Let’s give Alwaleed the benefit of the doubt and say that Twitter’s 2011 ad revenue comes in at $150M. Let’s further assume that Twitter is a highly profitable company and 30% of their revenues drop down to the bottom line and become net profit. That’s $45M of net profit in 2011.
At a $10B market cap, Alwaleed’s investment was made at 66.6x Price-to-Revenues and 222.2x Price-to-Earnings. I should hope I don’t need to do the math for you to show what kind of growth expectations you have to factor into those ratios for them to make sense.
Now, ask yourself, have you ever heard of the “Best Investor In the Universe”, Warren Buffett, investing in companies at these kinds of multiples? Ask yourself, what kind of margin of safety does Alwaleed have here when paying so much for so little. Ask yourself, is it a credible idea that Alwaleed is truly a successful businessman and investor who has managed to grow his personal fortune to $19.6B (according to Wikipedia) since 1979 by investing at such high multiples?
Alwaleed “is a savvy investor and the hot thing in the IT world is social networking,” said Nabil Farhat, a partner at Abu Dhabi-based Al Fajer Securities.
Historically, how do even “savvy investors” fare investing in the latest “hot thing”?

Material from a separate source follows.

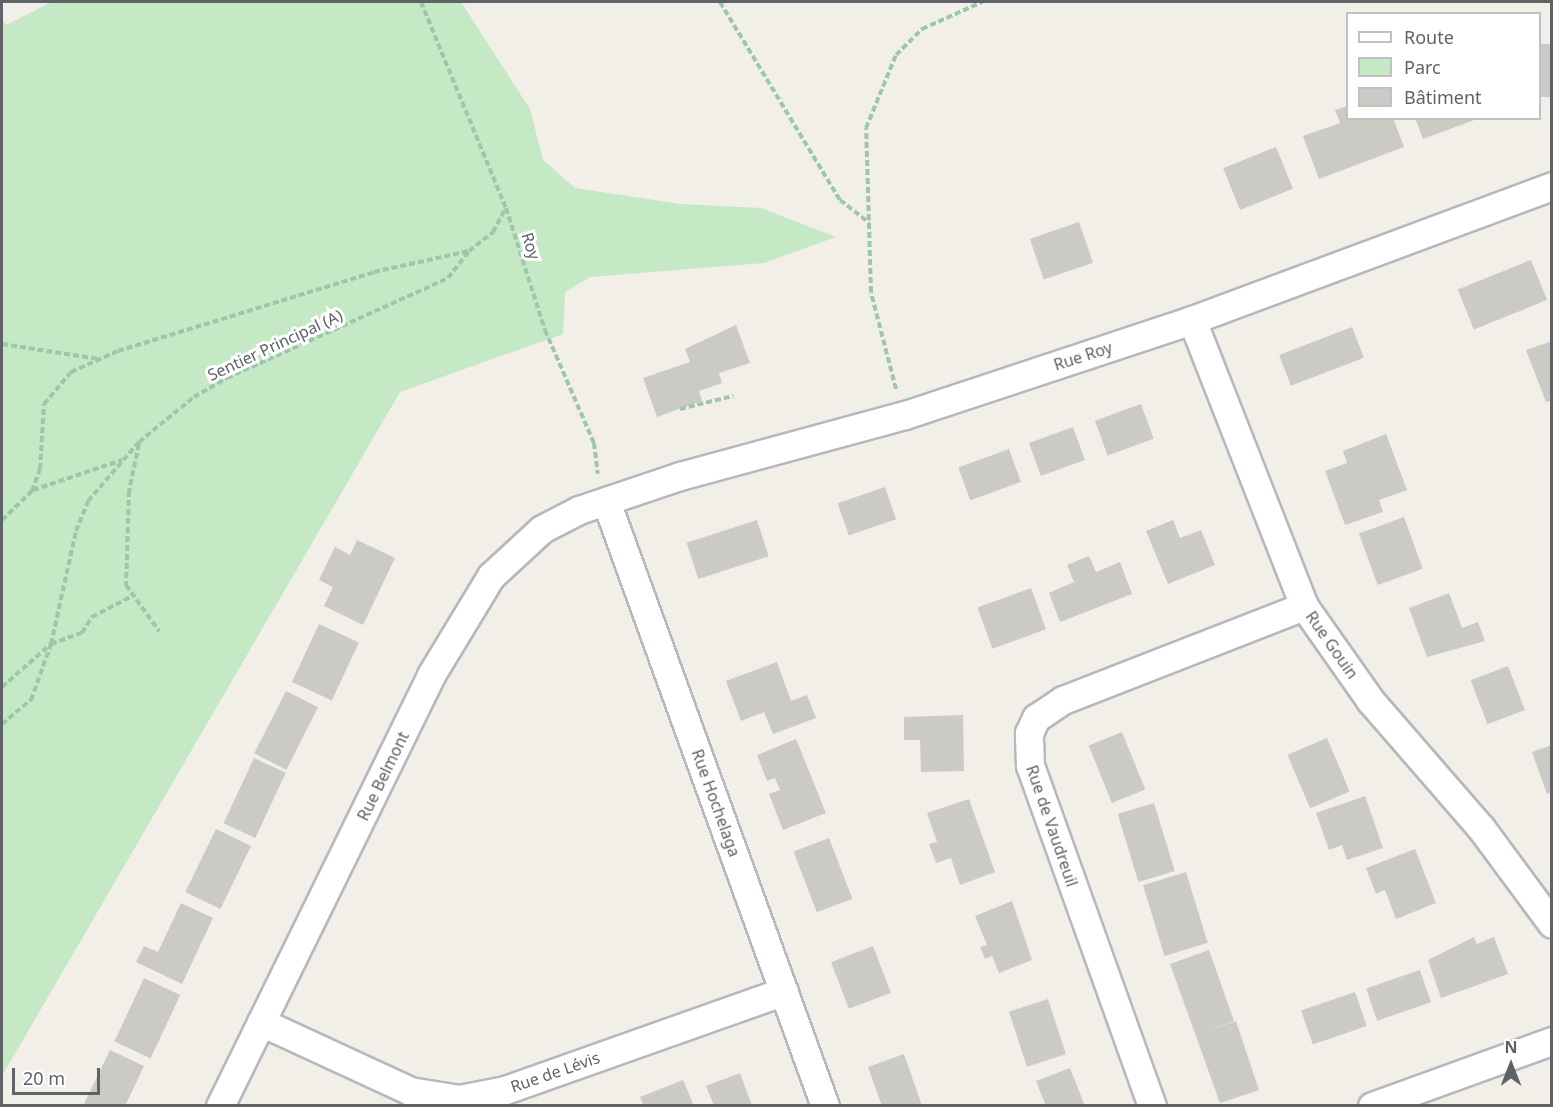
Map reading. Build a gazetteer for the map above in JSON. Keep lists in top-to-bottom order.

As hinted at earlier, there is a more reasonable explanation for why Alwaleed invested in Twitter, why he has invested in Citi and News Corp., and why he invests in almost anything– Alwaleed is part of a political front and he makes investments as part of a political agenda. Politics is not an economically efficient system, it cares not for scarcity and cost in the economic sense of productive effort and opportunity cost. Political systems get their revenues from coercion, and they use economic resources as but another means to their arbitrary political ends.

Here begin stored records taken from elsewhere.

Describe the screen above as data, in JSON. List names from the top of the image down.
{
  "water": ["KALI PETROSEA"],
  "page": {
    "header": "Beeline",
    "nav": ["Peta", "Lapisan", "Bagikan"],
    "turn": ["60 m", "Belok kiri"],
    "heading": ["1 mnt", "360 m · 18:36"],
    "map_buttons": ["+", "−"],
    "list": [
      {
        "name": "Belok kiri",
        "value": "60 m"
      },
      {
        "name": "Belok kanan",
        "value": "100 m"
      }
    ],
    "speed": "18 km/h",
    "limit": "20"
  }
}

Why did Alwaleed invest in Twitter? Because Twitter played an embarrassing role in the recent “Arab Spring” of revolutionary fervor across the Middle East this year and Alwaleed and his sponsors want to be in a position which allows them the knowledge and influence of the insider, of control. This is what is meant by the savvy Mr. Alwaleed’s “strategic” investment in a not-so-profitable social media favorite.
Why did Alwaleed invest in Citi? Because Citi is a centerpiece to the financial chicanery involving the global drug trade controlled by the CIA, the power-politics of world political intrigue and espionage and the dangerous, corrupt game of arms dealing and the financing of imperial military adventurism.
Why did Alwaleed invest in News Corp.? To control the news!
Let us not confuse legitimate businessmen and investors with political operatives and speculators any longer!